------ DATA FOR THE TASK

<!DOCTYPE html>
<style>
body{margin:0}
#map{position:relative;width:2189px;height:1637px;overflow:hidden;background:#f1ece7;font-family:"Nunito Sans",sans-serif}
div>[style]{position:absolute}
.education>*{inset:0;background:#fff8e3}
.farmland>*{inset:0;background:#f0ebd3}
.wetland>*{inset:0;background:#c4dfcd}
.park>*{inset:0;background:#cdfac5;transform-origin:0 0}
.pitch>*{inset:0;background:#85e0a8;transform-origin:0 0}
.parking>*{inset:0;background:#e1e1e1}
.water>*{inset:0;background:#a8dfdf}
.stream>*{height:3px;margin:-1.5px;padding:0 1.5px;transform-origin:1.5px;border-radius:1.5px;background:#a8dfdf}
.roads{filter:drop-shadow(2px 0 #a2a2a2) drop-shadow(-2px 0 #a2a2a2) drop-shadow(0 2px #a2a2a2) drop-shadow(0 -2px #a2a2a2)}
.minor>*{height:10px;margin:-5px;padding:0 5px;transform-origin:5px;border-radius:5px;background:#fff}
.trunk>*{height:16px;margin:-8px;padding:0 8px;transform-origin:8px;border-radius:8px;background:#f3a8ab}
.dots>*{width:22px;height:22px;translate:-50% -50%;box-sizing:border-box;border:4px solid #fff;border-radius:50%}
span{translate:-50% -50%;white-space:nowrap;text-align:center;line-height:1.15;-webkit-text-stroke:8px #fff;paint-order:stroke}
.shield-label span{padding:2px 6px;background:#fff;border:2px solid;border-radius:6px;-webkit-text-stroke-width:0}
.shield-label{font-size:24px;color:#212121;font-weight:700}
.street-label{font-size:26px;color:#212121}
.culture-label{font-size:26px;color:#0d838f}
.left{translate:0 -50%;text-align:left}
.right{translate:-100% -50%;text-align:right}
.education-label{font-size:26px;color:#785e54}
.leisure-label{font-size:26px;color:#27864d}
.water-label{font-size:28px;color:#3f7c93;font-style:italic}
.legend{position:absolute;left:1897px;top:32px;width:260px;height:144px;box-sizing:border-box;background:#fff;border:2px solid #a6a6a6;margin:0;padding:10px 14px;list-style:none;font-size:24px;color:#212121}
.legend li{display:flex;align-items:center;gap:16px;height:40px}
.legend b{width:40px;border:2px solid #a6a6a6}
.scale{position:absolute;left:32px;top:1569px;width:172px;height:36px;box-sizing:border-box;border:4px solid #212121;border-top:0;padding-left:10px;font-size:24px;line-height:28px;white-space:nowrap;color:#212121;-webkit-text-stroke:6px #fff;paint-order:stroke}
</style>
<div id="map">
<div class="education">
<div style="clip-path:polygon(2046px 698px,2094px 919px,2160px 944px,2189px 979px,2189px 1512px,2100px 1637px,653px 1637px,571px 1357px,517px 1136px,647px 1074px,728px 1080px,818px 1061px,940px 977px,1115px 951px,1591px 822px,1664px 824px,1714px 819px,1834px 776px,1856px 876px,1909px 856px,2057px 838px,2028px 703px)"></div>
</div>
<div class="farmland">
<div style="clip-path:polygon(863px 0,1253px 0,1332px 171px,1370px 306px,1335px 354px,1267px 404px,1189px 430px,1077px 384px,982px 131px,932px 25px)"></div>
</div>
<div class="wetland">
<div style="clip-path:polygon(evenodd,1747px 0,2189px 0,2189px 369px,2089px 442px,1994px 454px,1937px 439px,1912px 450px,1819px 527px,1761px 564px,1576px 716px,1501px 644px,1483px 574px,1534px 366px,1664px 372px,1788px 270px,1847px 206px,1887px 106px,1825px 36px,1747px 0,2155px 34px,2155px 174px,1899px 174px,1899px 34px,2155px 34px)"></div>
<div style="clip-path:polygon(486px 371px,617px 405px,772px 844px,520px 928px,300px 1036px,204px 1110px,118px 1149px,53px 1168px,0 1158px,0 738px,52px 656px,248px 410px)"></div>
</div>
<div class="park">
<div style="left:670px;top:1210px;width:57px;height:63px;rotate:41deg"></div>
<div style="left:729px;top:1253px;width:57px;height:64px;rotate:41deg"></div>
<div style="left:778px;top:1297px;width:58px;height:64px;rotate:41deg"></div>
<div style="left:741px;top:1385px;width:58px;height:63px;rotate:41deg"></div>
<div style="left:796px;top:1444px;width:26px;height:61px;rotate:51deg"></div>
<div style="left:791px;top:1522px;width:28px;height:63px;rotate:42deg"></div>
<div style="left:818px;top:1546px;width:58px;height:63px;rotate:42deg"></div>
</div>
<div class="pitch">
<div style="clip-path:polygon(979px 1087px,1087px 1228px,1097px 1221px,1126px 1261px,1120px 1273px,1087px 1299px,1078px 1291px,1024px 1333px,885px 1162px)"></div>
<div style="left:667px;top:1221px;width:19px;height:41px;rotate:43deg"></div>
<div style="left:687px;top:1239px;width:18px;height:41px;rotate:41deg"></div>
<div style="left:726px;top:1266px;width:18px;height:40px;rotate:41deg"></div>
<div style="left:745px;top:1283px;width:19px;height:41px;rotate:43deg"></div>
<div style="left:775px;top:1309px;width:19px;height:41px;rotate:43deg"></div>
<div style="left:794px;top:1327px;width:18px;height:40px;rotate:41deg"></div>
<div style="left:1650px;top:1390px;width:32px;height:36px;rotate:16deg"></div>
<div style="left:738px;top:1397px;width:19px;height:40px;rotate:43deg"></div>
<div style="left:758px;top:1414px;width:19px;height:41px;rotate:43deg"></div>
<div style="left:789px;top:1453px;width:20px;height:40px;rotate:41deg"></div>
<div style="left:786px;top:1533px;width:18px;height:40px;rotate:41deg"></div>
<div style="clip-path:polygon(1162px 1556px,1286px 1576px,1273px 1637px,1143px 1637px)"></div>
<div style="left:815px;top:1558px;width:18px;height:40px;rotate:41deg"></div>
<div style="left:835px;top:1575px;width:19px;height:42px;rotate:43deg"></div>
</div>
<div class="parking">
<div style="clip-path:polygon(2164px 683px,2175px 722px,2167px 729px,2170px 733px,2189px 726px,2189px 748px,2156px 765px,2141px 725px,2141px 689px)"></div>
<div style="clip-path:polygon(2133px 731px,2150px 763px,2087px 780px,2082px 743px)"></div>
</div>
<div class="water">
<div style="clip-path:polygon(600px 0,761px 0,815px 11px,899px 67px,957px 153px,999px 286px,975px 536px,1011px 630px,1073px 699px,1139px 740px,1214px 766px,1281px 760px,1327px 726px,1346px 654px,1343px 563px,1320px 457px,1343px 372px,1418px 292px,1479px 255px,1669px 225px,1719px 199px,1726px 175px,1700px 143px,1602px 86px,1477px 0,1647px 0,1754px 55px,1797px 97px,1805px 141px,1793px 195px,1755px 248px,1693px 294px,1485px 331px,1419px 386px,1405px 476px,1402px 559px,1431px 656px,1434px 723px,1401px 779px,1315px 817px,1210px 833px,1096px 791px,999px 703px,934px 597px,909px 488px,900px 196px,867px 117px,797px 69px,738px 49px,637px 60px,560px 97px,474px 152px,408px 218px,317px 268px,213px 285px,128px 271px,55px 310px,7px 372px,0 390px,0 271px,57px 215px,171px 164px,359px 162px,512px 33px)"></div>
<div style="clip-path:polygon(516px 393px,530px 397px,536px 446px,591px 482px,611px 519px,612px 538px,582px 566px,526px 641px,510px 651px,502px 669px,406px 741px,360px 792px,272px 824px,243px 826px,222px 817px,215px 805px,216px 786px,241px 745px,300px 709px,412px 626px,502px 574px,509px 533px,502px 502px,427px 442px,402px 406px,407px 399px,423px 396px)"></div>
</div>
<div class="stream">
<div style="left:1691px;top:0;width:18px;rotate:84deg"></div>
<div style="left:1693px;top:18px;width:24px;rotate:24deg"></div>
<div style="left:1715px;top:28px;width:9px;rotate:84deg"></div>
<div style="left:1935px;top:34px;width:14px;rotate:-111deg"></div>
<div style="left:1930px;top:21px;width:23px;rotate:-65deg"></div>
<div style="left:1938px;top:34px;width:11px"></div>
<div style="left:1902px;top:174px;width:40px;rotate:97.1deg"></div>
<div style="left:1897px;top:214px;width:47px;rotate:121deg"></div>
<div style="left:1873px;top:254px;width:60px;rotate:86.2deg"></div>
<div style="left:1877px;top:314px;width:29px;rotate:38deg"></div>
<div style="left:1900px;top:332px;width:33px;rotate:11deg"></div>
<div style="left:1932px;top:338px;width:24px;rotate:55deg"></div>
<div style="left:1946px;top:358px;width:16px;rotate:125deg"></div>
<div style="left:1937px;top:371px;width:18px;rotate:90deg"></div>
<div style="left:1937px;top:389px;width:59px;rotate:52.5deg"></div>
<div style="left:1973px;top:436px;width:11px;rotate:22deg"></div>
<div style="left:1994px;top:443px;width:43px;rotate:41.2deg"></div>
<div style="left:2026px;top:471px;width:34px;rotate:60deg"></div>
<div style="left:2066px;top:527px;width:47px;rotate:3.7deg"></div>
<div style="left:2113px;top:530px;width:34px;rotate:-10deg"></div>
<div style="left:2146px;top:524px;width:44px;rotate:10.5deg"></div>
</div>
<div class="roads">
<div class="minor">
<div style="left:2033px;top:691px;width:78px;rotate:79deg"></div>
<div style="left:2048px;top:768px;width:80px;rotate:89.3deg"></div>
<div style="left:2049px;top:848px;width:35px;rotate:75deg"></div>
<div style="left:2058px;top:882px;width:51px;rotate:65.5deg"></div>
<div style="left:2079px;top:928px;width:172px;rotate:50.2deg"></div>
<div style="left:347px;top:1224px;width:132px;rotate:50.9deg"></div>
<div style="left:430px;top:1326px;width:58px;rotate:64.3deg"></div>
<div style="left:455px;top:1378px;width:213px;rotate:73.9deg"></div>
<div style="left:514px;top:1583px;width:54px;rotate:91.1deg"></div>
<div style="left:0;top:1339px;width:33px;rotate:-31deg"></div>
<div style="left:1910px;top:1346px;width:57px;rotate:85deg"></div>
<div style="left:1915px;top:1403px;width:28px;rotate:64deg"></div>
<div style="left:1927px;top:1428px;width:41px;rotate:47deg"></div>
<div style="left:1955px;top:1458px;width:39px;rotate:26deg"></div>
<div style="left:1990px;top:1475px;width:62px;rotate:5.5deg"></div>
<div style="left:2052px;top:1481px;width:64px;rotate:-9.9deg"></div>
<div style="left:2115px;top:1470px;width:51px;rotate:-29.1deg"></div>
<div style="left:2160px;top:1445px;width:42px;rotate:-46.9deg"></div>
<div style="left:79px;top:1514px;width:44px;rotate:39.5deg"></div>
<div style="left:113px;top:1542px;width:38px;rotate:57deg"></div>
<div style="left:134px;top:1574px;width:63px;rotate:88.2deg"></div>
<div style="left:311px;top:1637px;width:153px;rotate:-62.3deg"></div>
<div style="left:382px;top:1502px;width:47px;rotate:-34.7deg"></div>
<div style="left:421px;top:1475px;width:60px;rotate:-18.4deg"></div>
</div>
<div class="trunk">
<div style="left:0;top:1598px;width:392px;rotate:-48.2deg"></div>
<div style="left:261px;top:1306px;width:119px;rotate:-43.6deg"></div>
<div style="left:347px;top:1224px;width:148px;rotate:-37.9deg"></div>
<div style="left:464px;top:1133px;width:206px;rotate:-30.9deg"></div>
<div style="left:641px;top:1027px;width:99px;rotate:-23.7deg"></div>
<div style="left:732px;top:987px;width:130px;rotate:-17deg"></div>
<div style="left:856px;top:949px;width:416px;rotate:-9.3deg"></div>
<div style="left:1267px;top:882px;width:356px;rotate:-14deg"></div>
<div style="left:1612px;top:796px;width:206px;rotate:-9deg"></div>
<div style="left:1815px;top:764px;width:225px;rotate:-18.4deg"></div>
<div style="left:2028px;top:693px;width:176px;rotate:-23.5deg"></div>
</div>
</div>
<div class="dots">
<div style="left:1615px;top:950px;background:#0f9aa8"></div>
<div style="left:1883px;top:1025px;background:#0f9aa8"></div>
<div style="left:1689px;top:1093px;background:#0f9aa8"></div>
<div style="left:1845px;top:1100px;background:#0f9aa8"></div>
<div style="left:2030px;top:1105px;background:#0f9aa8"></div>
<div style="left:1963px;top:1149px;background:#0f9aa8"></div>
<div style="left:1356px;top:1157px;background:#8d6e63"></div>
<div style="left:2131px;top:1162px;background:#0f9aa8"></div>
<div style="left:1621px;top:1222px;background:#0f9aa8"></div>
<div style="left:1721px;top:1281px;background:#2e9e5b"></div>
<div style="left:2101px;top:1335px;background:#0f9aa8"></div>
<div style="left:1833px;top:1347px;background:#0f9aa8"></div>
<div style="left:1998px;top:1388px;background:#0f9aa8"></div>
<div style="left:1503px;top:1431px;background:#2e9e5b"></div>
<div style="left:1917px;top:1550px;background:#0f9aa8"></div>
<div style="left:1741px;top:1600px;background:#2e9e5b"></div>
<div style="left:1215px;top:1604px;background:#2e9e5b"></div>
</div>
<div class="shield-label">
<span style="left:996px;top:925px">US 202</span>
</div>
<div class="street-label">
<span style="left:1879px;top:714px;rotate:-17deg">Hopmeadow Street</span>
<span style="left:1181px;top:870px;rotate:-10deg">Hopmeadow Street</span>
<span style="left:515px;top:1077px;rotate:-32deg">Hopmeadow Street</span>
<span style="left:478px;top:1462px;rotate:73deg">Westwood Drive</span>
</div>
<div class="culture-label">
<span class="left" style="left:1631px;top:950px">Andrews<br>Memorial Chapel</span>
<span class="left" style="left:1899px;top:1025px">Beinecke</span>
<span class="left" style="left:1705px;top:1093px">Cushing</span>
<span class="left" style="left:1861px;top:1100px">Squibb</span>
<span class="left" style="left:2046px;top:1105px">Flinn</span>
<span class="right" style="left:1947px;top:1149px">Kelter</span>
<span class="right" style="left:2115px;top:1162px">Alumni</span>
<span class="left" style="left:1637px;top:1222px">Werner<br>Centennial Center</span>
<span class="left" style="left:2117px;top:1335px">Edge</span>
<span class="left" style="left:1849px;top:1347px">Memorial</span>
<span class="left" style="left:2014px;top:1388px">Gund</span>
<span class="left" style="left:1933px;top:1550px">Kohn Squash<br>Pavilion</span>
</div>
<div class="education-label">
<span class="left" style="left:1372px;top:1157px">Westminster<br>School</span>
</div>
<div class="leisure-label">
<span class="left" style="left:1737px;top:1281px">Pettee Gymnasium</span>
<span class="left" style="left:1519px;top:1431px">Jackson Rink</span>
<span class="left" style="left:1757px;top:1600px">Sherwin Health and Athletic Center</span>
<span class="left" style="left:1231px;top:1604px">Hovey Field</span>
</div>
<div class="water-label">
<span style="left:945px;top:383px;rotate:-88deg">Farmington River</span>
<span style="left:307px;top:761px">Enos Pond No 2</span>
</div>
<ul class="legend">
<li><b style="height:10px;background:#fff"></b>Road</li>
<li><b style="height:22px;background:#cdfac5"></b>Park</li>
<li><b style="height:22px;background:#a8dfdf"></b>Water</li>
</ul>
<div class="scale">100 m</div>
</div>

------------

Working through the records above, copy each line in which "stream" is found.

.stream>*{height:3px;margin:-1.5px;padding:0 1.5px;transform-origin:1.5px;border-radius:1.5px;background:#a8dfdf}
<div class="stream">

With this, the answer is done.